■ **Material for this task**

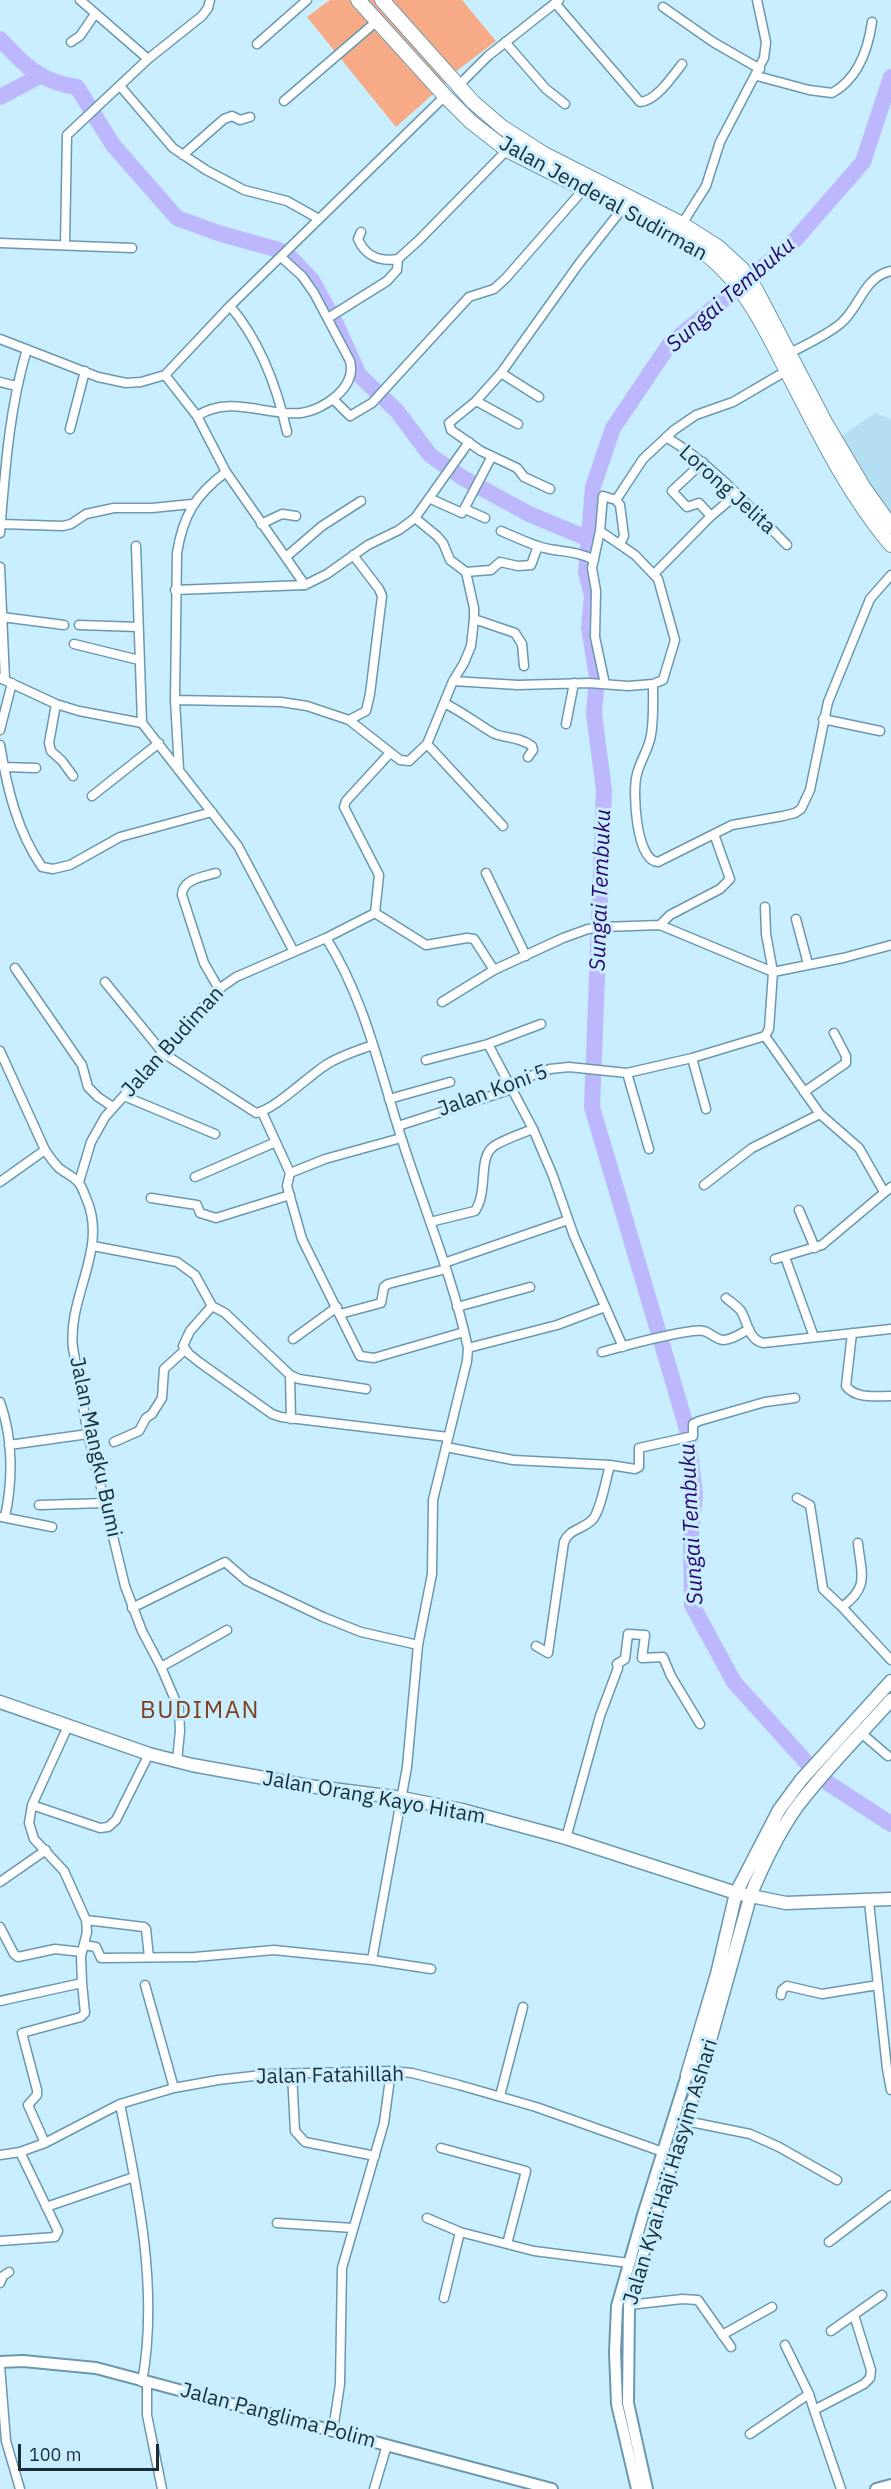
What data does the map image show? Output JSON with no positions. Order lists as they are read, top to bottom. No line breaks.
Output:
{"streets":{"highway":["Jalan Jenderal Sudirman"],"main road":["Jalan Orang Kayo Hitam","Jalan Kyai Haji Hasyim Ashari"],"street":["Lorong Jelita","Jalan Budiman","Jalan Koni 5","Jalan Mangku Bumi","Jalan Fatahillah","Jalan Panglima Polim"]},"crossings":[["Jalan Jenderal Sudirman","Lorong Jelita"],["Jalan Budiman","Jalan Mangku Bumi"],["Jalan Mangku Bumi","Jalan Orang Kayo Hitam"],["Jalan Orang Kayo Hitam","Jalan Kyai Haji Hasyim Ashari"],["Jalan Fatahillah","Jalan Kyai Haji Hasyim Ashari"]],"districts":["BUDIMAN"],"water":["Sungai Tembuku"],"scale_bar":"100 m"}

==

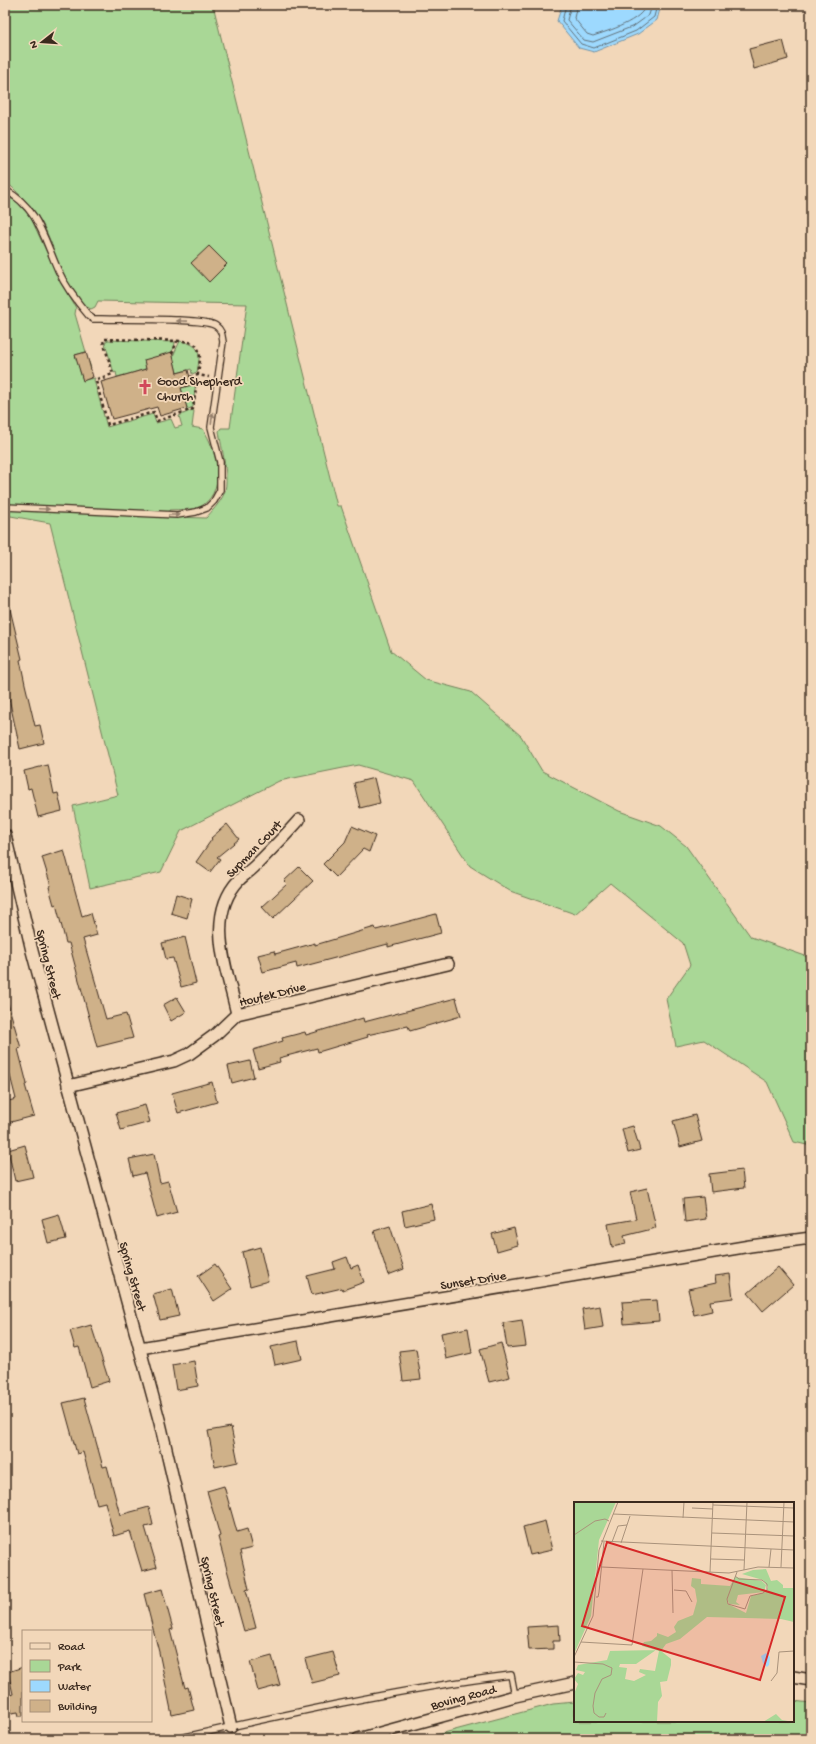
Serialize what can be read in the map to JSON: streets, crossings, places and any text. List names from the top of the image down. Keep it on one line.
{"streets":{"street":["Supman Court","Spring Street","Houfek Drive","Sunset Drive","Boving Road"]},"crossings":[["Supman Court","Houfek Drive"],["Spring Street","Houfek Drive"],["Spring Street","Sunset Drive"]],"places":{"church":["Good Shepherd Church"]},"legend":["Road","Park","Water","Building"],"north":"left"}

--

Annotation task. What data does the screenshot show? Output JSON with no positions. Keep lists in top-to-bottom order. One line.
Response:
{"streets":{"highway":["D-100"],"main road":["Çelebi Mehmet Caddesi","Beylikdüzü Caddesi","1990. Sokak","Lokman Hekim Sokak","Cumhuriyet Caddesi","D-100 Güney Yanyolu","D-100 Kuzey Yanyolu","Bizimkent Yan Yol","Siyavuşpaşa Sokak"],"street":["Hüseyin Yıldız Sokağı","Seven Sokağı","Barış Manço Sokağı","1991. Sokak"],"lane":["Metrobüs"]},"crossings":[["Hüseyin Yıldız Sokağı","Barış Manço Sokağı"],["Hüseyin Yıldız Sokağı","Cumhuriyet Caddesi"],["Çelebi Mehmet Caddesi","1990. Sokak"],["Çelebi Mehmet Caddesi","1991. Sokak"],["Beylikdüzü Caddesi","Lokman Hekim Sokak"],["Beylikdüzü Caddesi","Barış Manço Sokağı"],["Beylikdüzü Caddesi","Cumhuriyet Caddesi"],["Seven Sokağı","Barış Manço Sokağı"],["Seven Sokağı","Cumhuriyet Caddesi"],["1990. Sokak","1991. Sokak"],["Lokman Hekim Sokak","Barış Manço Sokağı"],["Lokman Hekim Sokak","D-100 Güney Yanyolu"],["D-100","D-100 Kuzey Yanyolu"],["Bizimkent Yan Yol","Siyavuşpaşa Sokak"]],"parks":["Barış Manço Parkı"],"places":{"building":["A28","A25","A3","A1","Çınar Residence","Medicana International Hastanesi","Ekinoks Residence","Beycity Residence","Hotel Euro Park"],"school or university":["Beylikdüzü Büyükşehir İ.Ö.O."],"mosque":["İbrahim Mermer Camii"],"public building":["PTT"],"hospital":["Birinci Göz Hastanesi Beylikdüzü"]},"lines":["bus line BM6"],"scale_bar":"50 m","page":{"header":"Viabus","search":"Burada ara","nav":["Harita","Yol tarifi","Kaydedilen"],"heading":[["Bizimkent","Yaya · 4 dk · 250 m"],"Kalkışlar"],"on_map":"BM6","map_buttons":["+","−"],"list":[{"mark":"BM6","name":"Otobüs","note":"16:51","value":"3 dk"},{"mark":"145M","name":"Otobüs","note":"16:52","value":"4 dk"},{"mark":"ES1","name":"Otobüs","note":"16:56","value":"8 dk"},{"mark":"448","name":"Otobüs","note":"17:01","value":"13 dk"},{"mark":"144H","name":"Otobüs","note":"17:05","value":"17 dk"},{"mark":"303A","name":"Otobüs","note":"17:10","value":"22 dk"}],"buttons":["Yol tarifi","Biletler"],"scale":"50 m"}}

■ **Task item**
Copy all lines from the data that hold the word "positions".

■ **Task answer**
What data does the map image show? Output JSON with no positions. Order lists as they are read, top to bottom. No line breaks.
Annotation task. What data does the screenshot show? Output JSON with no positions. Keep lists in top-to-bottom order. One line.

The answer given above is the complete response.